The one thing that can be counted on is change. I was reminded of this at the recent MSOCI conference by one of the speakers who noted that from time immemorial the sages of our world have spoken of the immutability of change. As I packed my office to go on the road, I marvelled at the ability to do a thing that twenty years ago, would have kept me chained to a desk and not allowed me to work so wonderfully free from constraint. That I was able to book a ticket and fly here in but a few hours to stay a few days was something we just wouldn’t have done a quarter century ago. That one can take what in 1980 was an entire roomfull of machines, squash them into a box the size of a highschool yearbook and furthermore, connect to the entire rest of the world via the Internet is nothing short of astounding. But only one thing could bring us to this place - Change.

In fretting over the dropping of a sock or random scut of cat fur, I realized I was desperately desirous of casting a spell to freeze time and not allowing Change to occur. Or rather, not allowing myself to flow with the Change that with or without me, is going to occur anyway. A lot of energy was trapped there, frantic, nervous energy such as I witnessed in my mother when her precious homegrounds were besmirched. I decided that I could let this go.
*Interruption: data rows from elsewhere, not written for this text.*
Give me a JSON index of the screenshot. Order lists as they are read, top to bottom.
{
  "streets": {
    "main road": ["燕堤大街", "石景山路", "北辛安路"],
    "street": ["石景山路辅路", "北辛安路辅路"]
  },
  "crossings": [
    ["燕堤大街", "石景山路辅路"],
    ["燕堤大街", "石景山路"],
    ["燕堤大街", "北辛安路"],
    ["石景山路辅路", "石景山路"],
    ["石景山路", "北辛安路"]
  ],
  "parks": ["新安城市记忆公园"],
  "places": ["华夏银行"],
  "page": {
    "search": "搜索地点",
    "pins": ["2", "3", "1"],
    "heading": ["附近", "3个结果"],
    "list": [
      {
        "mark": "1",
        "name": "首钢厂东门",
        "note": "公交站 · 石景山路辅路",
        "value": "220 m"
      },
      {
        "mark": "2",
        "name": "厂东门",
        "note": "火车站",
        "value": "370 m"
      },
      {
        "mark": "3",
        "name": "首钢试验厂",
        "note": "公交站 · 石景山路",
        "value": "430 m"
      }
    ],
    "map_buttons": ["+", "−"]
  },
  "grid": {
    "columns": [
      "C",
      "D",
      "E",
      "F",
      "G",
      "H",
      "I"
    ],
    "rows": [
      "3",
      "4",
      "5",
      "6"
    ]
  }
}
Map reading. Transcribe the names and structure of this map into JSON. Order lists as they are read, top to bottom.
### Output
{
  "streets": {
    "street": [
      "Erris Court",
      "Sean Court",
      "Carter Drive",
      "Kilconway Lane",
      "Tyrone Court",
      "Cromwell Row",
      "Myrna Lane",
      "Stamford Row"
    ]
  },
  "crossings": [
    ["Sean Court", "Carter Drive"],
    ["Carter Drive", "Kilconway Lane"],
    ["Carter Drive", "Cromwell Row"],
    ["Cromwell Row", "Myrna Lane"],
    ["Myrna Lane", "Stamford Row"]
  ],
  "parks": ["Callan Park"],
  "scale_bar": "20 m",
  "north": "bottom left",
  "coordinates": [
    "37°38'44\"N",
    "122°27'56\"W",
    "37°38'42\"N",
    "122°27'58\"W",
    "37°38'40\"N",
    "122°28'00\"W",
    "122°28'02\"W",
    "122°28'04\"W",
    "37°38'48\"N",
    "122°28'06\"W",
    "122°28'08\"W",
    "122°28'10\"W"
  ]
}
In the night before I left for Dallas, Anoushka blanketed the carpet in the living room with half the fur on her little body, and managed this without even breaking a sweat. Toshkit industriously pulled a claw casing off of each and every claw, and strewed them around the coffee table. The bathroom floor was grubby from kitties playing on wet tiles with dirty paws fresh from the garden. Crumbs littered the wood floor around the kitchen carpet. These were also all nearly invisible to the untrained eye…but *I* saw them and was on the verge of freaking out, when I decided to say "the heck with this noise!" And with seven house showings by various agents plus two open houses scheduled, I kissed the kitties goodbye (leaving them in the competent hands of Uncle Max) picked up my bag and headed out into the pre-dawn fog and my waiting taxi. It felt very, very good.

How do you seek to block or avoid Change in your life? How much energy do you have tied up in resisting Change? What would happen if you surrendered to the inevitability of Change? Would you be willing to? And when?